====== Entries supplied
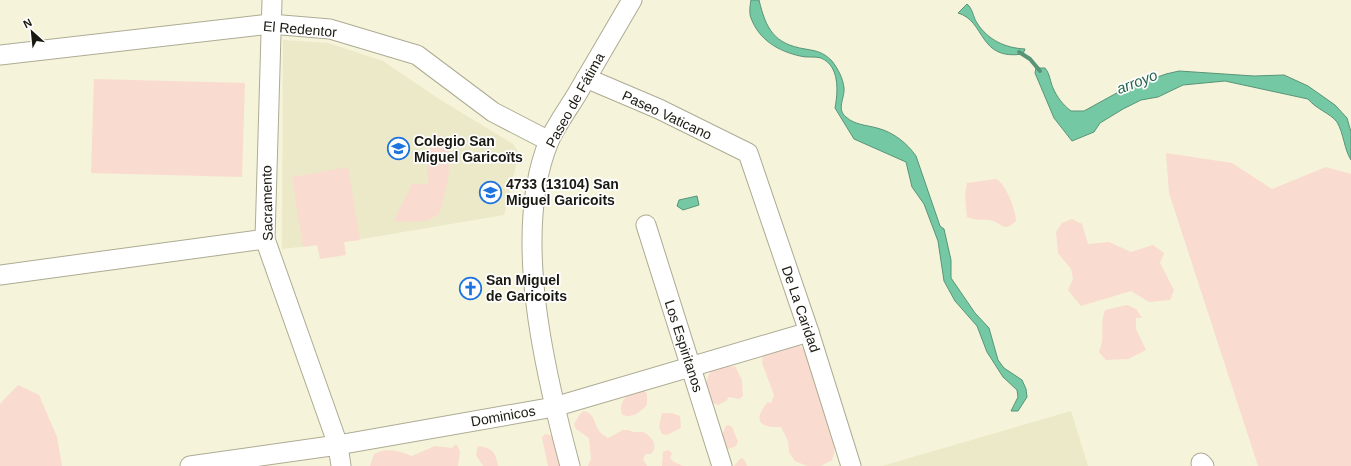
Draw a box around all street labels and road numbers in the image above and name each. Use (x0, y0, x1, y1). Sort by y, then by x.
street label: El Redentor (262, 18, 338, 40)
street label: Paseo de Fátima (542, 50, 608, 150)
street label: Paseo Vaticano (620, 87, 715, 143)
street label: Sacramento (258, 165, 276, 241)
street label: De La Caridad (779, 264, 823, 354)
street label: Los Espiritanos (662, 298, 706, 394)
street label: Dominicos (469, 402, 537, 430)

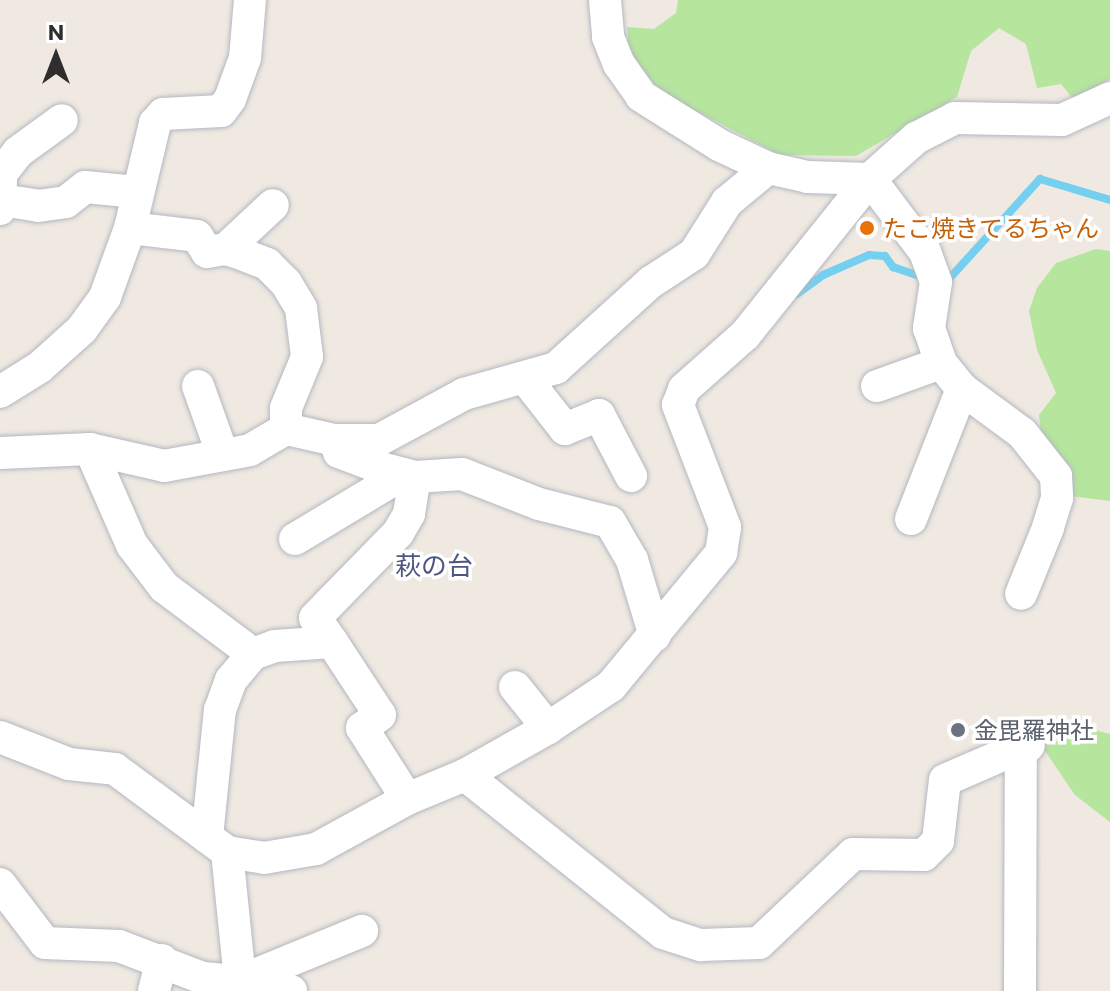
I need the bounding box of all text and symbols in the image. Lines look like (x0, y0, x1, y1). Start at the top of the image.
north arrow (16, 16, 96, 96)
text: N (48, 18, 64, 45)
place label: たこ焼きてるちゃん (883, 214, 1099, 242)
marker: たこ焼きてるちゃん (858, 219, 876, 237)
district label: 萩の台 (395, 549, 473, 581)
place label: 金毘羅神社 (974, 716, 1094, 744)
marker: 金毘羅神社 (949, 721, 967, 739)

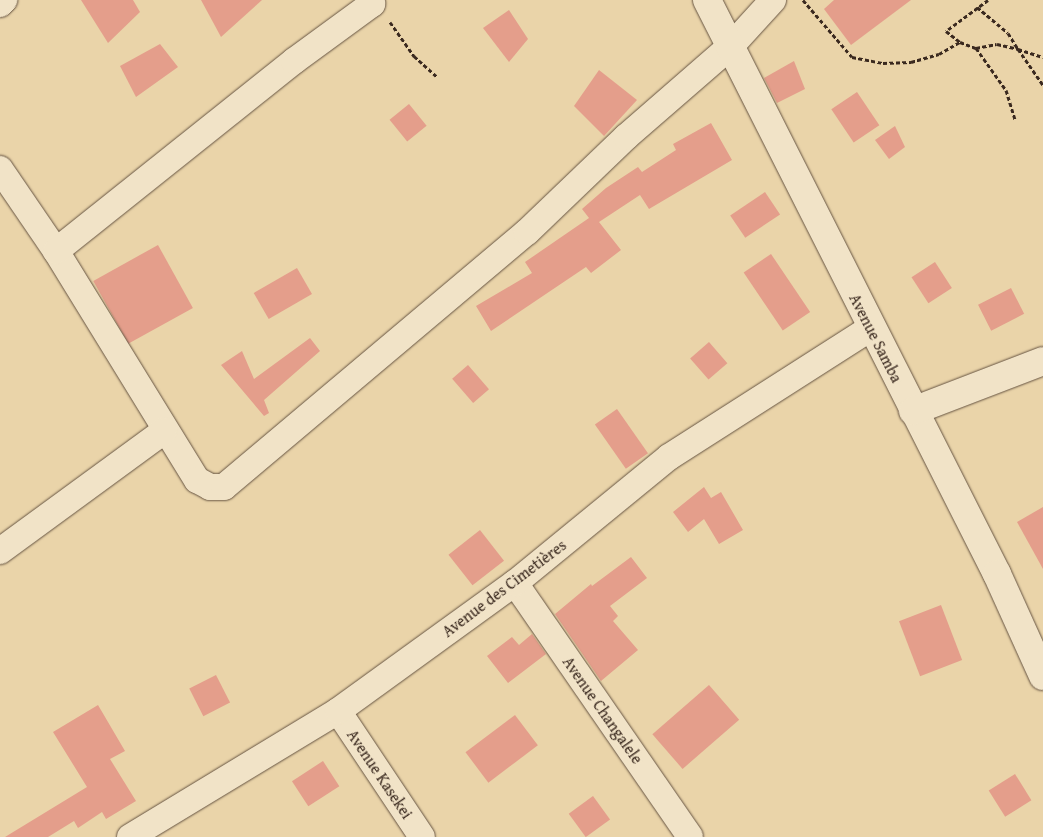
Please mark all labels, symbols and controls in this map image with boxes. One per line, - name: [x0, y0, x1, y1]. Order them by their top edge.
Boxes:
- street label: Avenue Samba: [845, 290, 907, 386]
- street label: Avenue des Cimetières: [438, 535, 570, 641]
- street label: Avenue Changalele: [559, 653, 647, 767]
- street label: Avenue Kasekei: [343, 726, 417, 822]

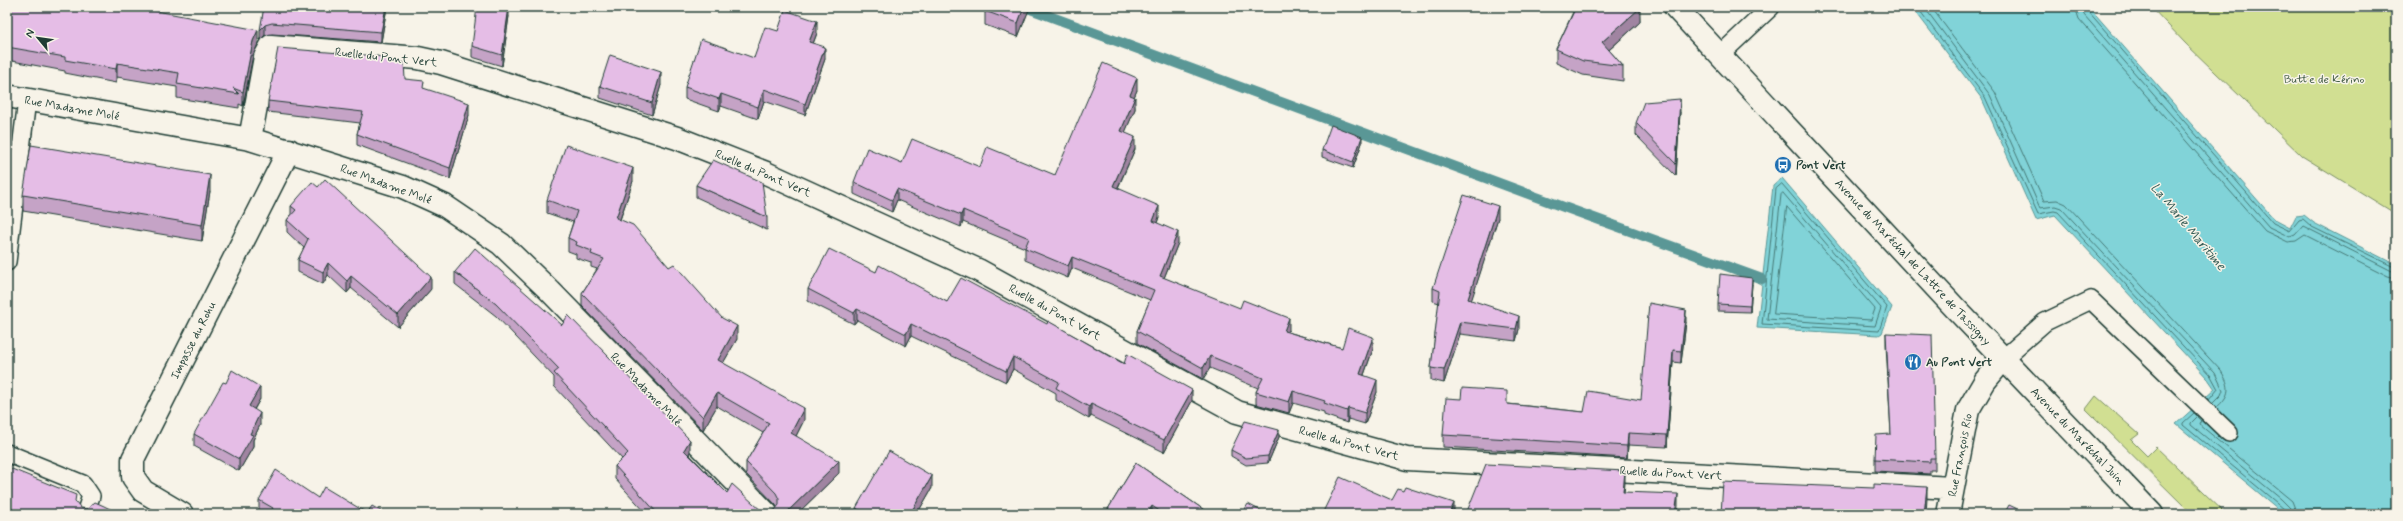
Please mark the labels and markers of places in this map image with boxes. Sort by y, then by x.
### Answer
bus stop icon: Pont Vert [1773,155,1793,175]
place label: Pont Vert [1796,158,1846,174]
restaurant icon: Au Pont Vert [1903,352,1923,372]
place label: Au Pont Vert [1926,355,1993,371]

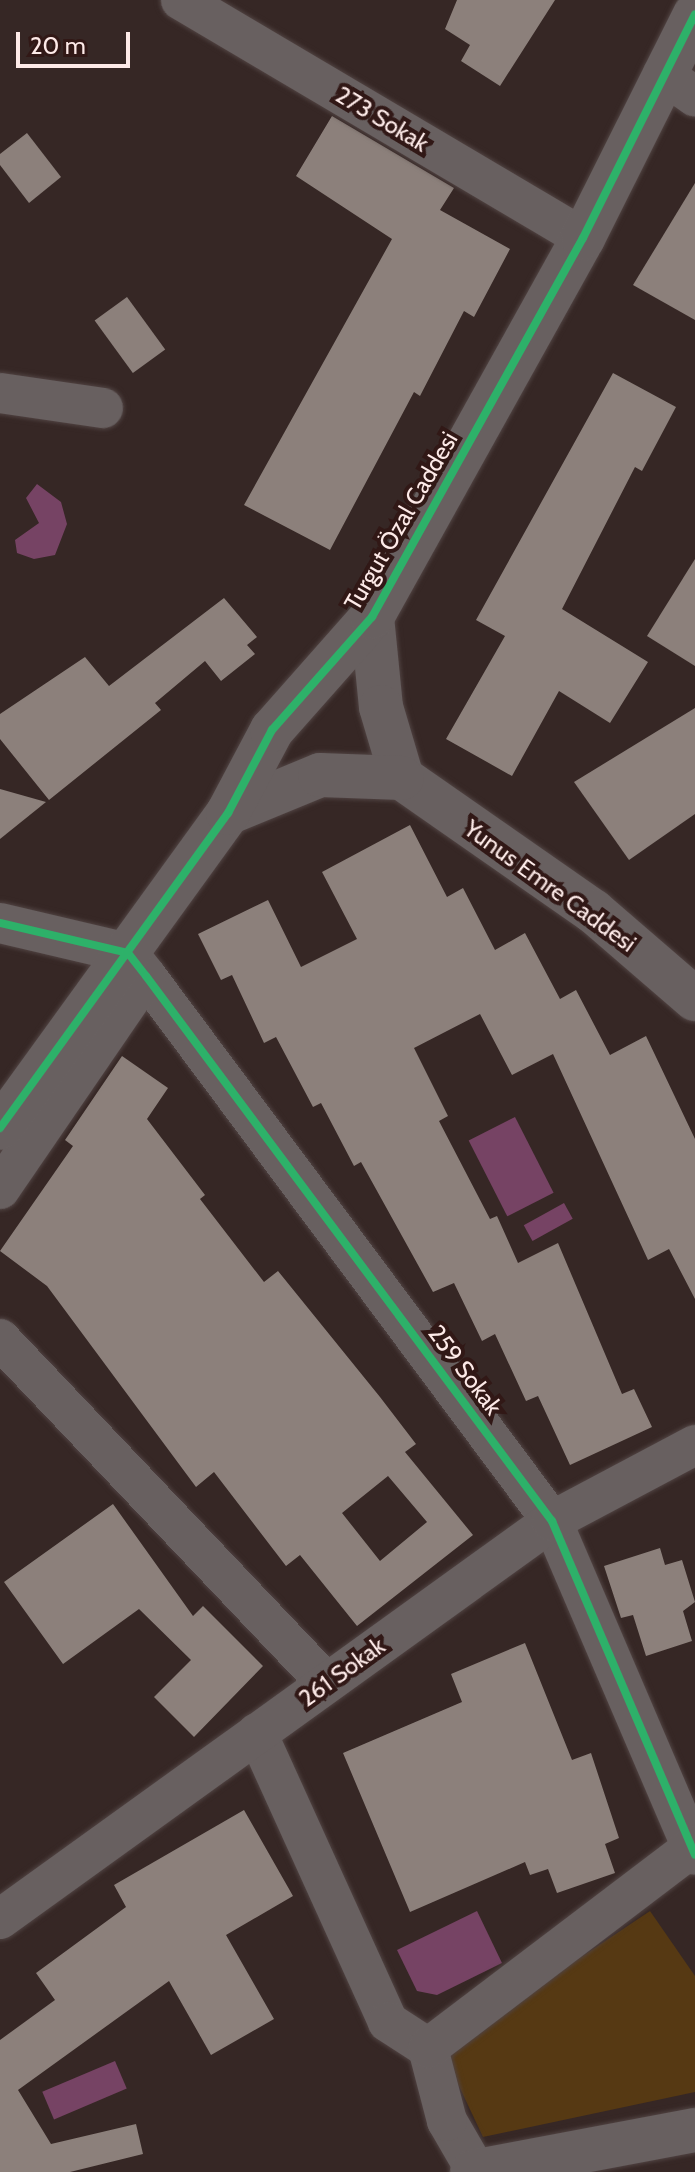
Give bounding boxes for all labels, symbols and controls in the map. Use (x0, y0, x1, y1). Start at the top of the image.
scale bar (20, 16, 134, 66)
text: 20 m (30, 31, 86, 60)
street label: 273 Sokak (330, 80, 434, 158)
street label: Turgut Özal Caddesi (338, 427, 464, 615)
street label: Yunus Emre Caddesi (459, 814, 641, 958)
street label: 259 Sokak (422, 1320, 508, 1420)
street label: 261 Sokak (293, 1631, 391, 1713)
============
Brief: Could you return the whole listing exactly, with every picture removed?

Answer to this task:
Draw a box around all street labels and road numbers in the image above and name each. Use (x0, y0, x1, y1). Sort by y, then by x.
street label: El Redentor (262, 18, 338, 40)
street label: Paseo de Fátima (542, 50, 608, 150)
street label: Paseo Vaticano (620, 87, 715, 143)
street label: Sacramento (258, 165, 276, 241)
street label: De La Caridad (779, 264, 823, 354)
street label: Los Espiritanos (662, 298, 706, 394)
street label: Dominicos (469, 402, 537, 430)

I need the bounding box of all text and symbols in the image. Lines look like (x0, y0, x1, y1). Start at the top of the image.
north arrow (16, 16, 96, 96)
text: N (48, 18, 64, 45)
place label: たこ焼きてるちゃん (883, 214, 1099, 242)
marker: たこ焼きてるちゃん (858, 219, 876, 237)
district label: 萩の台 (395, 549, 473, 581)
place label: 金毘羅神社 (974, 716, 1094, 744)
marker: 金毘羅神社 (949, 721, 967, 739)

Please mark all labels, symbols and controls in this map image with boxes. One per line, - name: [x0, y0, x1, y1]. Order them by their top edge.
Boxes:
- street label: Avenue Samba: [845, 290, 907, 386]
- street label: Avenue des Cimetières: [438, 535, 570, 641]
- street label: Avenue Changalele: [559, 653, 647, 767]
- street label: Avenue Kasekei: [343, 726, 417, 822]

Please mark the labels and markers of places in this map image with boxes. Sort by y, then by x.
### Answer
bus stop icon: Pont Vert [1773,155,1793,175]
place label: Pont Vert [1796,158,1846,174]
restaurant icon: Au Pont Vert [1903,352,1923,372]
place label: Au Pont Vert [1926,355,1993,371]

Give bounding boxes for all labels, symbols and controls in the map. Use (x0, y0, x1, y1). Start at the top of the image.
scale bar (20, 16, 134, 66)
text: 20 m (30, 31, 86, 60)
street label: 273 Sokak (330, 80, 434, 158)
street label: Turgut Özal Caddesi (338, 427, 464, 615)
street label: Yunus Emre Caddesi (459, 814, 641, 958)
street label: 259 Sokak (422, 1320, 508, 1420)
street label: 261 Sokak (293, 1631, 391, 1713)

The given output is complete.